GROUP TWO – Armed Conflict
The platforms’ role in armed conflict: the unfolding conflict in Europe has mostly consisted of kinetic warfare. Yet many efforts involve impacting public opinion as well. Platforms have emerged as important battlefields, and the law as a crucial element in dictating the outcome of these events. The discussion on this topic may turn in various directions: should platforms be considered as a form of critical infrastructure, loss of which may compromise the sustainability of a nation in conflict?

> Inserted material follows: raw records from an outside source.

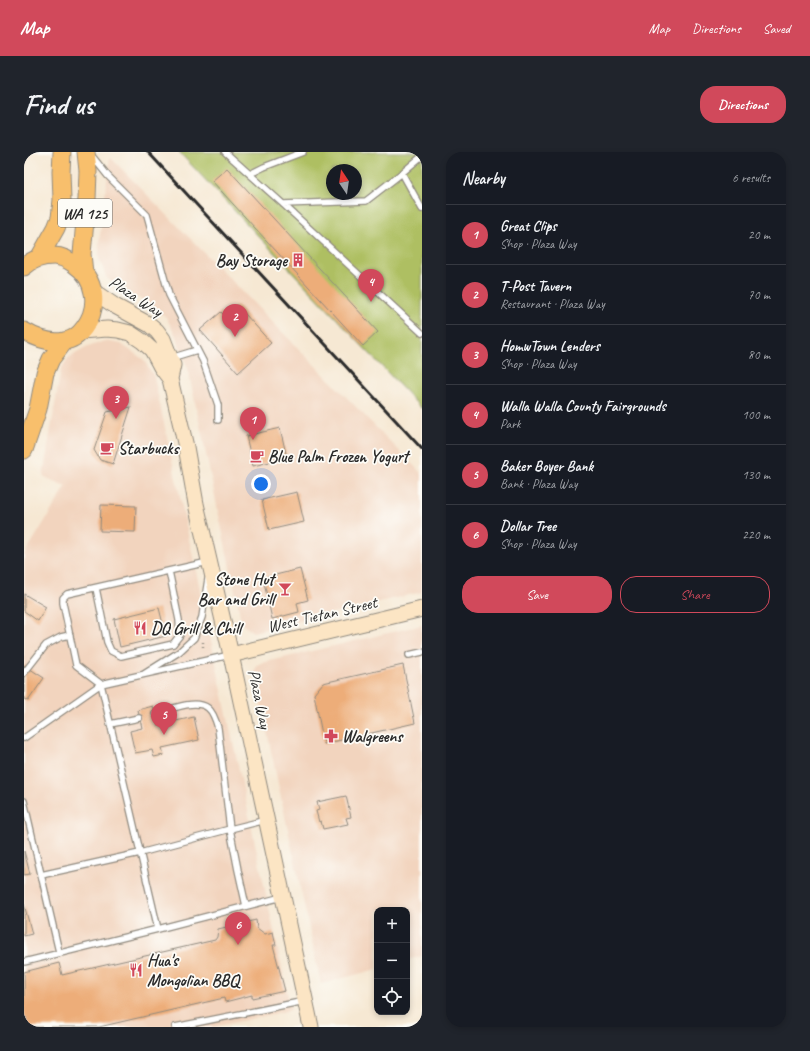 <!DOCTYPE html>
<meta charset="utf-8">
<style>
body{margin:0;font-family:Caveat,sans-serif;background:#20242c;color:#f1f3f6}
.controls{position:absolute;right:12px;bottom:12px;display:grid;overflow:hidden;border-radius:8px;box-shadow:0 2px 6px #0003}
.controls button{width:36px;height:36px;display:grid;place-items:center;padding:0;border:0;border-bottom:1px solid #363941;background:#171b24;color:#f1f3f6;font:20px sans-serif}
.compass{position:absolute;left:302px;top:12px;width:36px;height:36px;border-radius:50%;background:#171b24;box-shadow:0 2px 6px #0003;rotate:347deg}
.you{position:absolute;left:237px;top:332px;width:14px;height:14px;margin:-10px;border:3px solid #fff;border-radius:50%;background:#1a73e8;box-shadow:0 0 0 6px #1a73e833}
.badge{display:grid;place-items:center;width:26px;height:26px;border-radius:50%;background:#d1495b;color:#fff;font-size:13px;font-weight:700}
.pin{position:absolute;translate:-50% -33px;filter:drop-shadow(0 1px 2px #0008)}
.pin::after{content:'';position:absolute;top:21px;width:14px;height:12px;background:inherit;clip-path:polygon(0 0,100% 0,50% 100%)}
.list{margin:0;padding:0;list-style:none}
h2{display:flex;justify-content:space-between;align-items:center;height:52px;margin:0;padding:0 16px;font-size:17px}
h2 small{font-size:13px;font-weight:400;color:#9ea1a6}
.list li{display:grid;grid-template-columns:26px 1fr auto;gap:12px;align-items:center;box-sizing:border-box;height:60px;padding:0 16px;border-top:1px solid #363941}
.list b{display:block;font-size:15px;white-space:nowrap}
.list p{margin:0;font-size:13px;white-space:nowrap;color:#9ea1a6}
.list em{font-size:13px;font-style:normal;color:#9ea1a6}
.actions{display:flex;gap:8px;padding:12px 16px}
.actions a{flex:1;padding:9px 0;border:1px solid #d1495b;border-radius:16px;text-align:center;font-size:14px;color:#d1495b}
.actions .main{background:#d1495b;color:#fff}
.icon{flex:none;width:22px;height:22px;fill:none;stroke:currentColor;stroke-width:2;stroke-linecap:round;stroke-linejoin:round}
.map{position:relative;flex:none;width:398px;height:875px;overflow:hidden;border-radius:16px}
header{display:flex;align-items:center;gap:24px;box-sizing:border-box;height:56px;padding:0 20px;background:#d1495b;color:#fff}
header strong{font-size:19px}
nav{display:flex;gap:22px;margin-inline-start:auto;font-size:14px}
.intro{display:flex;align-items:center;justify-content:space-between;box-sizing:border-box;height:96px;padding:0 24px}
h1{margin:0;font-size:28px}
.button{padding:10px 18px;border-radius:16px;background:#d1495b;color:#fff;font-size:14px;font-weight:700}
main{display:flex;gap:24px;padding:0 24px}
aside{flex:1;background:#171b24;border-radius:16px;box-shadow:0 2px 6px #0003}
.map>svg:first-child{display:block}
</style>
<header>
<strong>Map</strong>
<nav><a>Map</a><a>Directions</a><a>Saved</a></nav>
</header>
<div class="intro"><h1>Find us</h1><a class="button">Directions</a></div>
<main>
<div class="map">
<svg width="398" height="875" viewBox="0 0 398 875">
<rect width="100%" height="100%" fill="#fdfcf7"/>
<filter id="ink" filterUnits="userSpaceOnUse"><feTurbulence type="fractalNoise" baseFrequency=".025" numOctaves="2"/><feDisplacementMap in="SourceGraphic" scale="8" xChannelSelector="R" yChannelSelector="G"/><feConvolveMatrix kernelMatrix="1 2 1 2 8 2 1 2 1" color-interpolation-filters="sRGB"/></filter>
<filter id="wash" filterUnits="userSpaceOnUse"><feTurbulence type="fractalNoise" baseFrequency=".012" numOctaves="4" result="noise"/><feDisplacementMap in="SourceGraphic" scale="16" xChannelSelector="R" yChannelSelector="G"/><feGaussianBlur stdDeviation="0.9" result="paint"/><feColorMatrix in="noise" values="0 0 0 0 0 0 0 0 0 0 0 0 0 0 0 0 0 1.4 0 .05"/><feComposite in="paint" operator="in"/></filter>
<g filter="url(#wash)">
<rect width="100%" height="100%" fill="#f6e8d3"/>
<path fill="#f2d4be" d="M 86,5 L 398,322 L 398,440 L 229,480 L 218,472 L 164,217 L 152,184 L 142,165 L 121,149 L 100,140 L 82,125 L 75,106 L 75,90 Z
M 80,189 L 97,192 L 120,208 L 130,225 L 267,858 L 189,875 L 0,875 L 0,403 L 42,335 L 19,324 L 37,217 L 44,206 L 62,196 Z
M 398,473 L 398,804 L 383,808 L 383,758 L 353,758 L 353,817 L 297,832 L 230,519 L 234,513 L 238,511 Z"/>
<path fill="#aebf62" stroke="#6c7546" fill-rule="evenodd" d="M 155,0 L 398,0 L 398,257 ZM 308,18 L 332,18 L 332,42 L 308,42 Z"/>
<g id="blocks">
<path fill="#edad79" d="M 203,16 L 354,180 L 339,194 L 188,29 Z
M 213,153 L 247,191 L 214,221 L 176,178 L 197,160 L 201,164 Z
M 107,255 L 89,312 L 76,308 L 70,298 L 83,260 Z
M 256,276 L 263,306 L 229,314 L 222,284 Z
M 273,340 L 280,370 L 245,378 L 238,348 Z
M 77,353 L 112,354 L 111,380 L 76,379 Z
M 276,417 L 284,448 L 273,451 L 275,460 L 248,467 L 239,426 Z
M 0,442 L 22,455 L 14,469 L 0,459 Z
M 135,456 L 142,484 L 96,495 L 90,467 Z
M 0,513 L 20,526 L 4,549 L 0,547 Z
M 379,513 L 391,571 L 300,592 L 290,542 L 299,531 Z
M 129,554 L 134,573 L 170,565 L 175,588 L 138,596 L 140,603 L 130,605 L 128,598 L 111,601 L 106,579 L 118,576 L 114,558 Z
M 322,644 L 327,665 L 322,666 L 324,672 L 299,677 L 297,669 L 295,670 L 292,659 L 295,658 L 293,650 Z
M 0,699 L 6,722 L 0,723 Z
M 0,752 L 8,782 L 0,784 Z
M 232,768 L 233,776 L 241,782 L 249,780 L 252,793 L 249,793 L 261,839 L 228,846 L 228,843 L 201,850 L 200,846 L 75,875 L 4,875 L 2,865 L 0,866 L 0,820 L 35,811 L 38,823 L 191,788 L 193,785 L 194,777 Z"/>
</g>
</g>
<g filter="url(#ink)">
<use href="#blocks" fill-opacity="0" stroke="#908a7f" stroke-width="1"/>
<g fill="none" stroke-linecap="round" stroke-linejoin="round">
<g stroke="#908a7f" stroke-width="8">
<path id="service" d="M 201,0 L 259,52 L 398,181
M 68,4 L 84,24 L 123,63 L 145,143 L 179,209 L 194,253 L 194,268
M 378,21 L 398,57
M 226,22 L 240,15 L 279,0
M 259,52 L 342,49 L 378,21 L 398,4
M 147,206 L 173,198
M 72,436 L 83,490 L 87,499 L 97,504 L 149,492 L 156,483 L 155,468 L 145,419
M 385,503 L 398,500
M 0,521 L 22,493 L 37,485 L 46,483
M 120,522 L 155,500 L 170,486 L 178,465 L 184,427
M 131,562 C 144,558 172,546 184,556 C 189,560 192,569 194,576 L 206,677 L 214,718 L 222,754
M 86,572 L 115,566
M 0,586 L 77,532 L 206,503
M 0,649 L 35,800
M 17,723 L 116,701 L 206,677 L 242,668
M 134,777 L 77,532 L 52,513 L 39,451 L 39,446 L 43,442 L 184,410
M 0,810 L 134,777 L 258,745
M 151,875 L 281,849"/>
</g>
<g stroke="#908a7f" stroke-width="17">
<path id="secondary" d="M 69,139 L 91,154 L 126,173 L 133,179 L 139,187 L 149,213 L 146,227 L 162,295 L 172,352 L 207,503 L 287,875
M 57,179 L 83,177 L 94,178 L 106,181 L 118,189 L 128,198 L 137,215 L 146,227
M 207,503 L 398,457"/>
</g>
<g stroke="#908a7f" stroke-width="19">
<path id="primary" d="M 15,106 L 32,76 L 36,66 L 38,48 L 37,20 L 38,0
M 0,115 C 8,107 19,104 30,104 C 38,104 44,108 50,112 C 72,127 76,155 60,176 C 55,183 49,188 40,189 C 26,192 12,186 0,179
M 60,121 L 58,102 L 63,47 L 64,19 L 62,0
M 0,298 L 14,257 L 21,221 L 27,207 L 40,190"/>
</g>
<path stroke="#908a7f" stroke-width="2.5" stroke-dasharray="1 3" stroke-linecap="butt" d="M 179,495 L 179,490"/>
<use href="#service" stroke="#fff" stroke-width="5.5"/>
<use href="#secondary" stroke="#fce5c4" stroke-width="15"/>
<use href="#primary" stroke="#f8bf6c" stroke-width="17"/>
<path stroke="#2b2b2b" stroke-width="3" d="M 124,0 L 398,297"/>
</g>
</g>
<defs>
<g id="building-bare" transform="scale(1.08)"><path d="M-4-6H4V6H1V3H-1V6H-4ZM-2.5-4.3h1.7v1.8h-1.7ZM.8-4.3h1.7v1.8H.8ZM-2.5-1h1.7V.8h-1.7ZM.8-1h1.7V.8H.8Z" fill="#d1495b" stroke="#fdfcf7" stroke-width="2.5" paint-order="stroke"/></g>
<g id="cafe-bare" transform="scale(1.08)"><path d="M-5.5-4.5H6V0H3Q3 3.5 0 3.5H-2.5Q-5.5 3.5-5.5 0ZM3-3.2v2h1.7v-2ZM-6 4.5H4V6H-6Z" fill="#d1495b" stroke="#fdfcf7" stroke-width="2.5" paint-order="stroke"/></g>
<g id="bar-bare" transform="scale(1.08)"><path d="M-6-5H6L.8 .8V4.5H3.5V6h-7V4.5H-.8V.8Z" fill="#d1495b" stroke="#fdfcf7" stroke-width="2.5" paint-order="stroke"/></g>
<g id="restaurant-bare" transform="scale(1.08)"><path d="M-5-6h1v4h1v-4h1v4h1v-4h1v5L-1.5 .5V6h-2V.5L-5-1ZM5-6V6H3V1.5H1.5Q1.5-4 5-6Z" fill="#d1495b" stroke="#fdfcf7" stroke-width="2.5" paint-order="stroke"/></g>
<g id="pharmacy-bare" transform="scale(1.08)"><path d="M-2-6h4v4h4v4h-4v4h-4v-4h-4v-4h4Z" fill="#d1495b" stroke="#fdfcf7" stroke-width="2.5" paint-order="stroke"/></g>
</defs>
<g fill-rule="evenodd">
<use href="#building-bare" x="274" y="108"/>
<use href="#cafe-bare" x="83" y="296"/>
<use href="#cafe-bare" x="233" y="304"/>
<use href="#bar-bare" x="261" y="437"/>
<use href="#restaurant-bare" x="116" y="476"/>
<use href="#pharmacy-bare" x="307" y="584"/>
<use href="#restaurant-bare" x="112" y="818"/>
</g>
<g text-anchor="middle" stroke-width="3.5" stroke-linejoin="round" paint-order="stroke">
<rect fill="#fdfcf7" stroke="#6a6a68" stroke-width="1" x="34" y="47" width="54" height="28" rx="3"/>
<g font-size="16" font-weight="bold" fill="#2b2b2b">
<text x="61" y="67">WA 125</text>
</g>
<g font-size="17" font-weight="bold" fill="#2b2b2b" stroke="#fdfcf7" text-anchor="start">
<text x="263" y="114" text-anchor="end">Bay Storage</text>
<text x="94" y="302">Starbucks</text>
<text x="244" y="310">Blue Palm Frozen Yogurt</text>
<text x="250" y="433" text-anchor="end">Stone Hut<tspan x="250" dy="20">Bar and Grill</tspan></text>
<text x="127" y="482">DQ Grill &amp; Chill</text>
<text x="318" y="590">Walgreens</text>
<text x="123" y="814">Hua's<tspan x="123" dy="20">Mongolian BBQ</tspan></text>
</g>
<g font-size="17" fill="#2b2b2b" stroke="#fdfcf7">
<text transform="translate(112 144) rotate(33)" y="6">Plaza Way</text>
<text transform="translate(298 462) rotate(-13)" y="6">West Tietan Street</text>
<text transform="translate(236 547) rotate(78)" y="6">Plaza Way</text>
</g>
</g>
</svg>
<div class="controls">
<button>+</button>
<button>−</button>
<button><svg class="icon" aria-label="locate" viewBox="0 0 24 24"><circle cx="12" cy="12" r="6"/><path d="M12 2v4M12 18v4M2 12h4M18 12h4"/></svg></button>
</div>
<svg class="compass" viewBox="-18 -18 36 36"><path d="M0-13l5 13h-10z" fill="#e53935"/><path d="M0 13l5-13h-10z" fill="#9ea1a6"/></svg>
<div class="you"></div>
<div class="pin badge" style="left:229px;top:288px">1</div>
<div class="pin badge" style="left:211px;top:185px">2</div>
<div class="pin badge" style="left:92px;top:267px">3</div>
<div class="pin badge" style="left:347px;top:150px">4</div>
<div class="pin badge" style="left:140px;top:583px">5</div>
<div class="pin badge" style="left:214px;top:793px">6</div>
</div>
<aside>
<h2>Nearby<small>6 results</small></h2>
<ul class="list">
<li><span class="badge">1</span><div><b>Great Clips</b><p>Shop · Plaza Way</p></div><em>20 m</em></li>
<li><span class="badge">2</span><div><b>T-Post Tavern</b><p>Restaurant · Plaza Way</p></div><em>70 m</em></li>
<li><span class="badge">3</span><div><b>HomwTown Lenders</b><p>Shop · Plaza Way</p></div><em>80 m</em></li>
<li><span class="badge">4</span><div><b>Walla Walla County Fairgrounds</b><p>Park</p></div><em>100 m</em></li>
<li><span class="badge">5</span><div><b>Baker Boyer Bank</b><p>Bank · Plaza Way</p></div><em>130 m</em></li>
<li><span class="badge">6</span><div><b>Dollar Tree</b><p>Shop · Plaza Way</p></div><em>220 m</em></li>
</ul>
<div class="actions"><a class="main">Save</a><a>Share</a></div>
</aside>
</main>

Should nations pressure or mandate platforms to block content which might undermine their objective, legally do so, or block the platform altogether? Should platforms be held responsible for the unacceptable speech they carry?
GROUP THREE – Privacy
Platforms and privacy/data protection governance: platforms facilitate the collection, analysis and usage of vast amounts of personal information. They also enable the swift movement of such data over borders. Nations strive to regulate privacy concerns with limited success, and the platforms themselves offer policies, rules and technological tools – yet are these sufficient? Should there be limits on data collection? Are consent-based regimes effective? Have platforms grown too large to effectively be regulated on this issue?
GROUP FOUR – IP
Platforms and IP liability. As platforms are central for the distribution of content, they might be enabling various forms of IP infringement, especially in the context of copyright. The same platforms play a key role in creating new opportunities for digital-first creators and remix creativity. Should IP regulation be carried out through platform regulation? What are the cross-border issues here? Should platforms be considered liable for third-party infringements? If so, what are the downsides of such rules? What do the different approaches taken regarding these issues in different legal regimes tell us about the regimes themselves?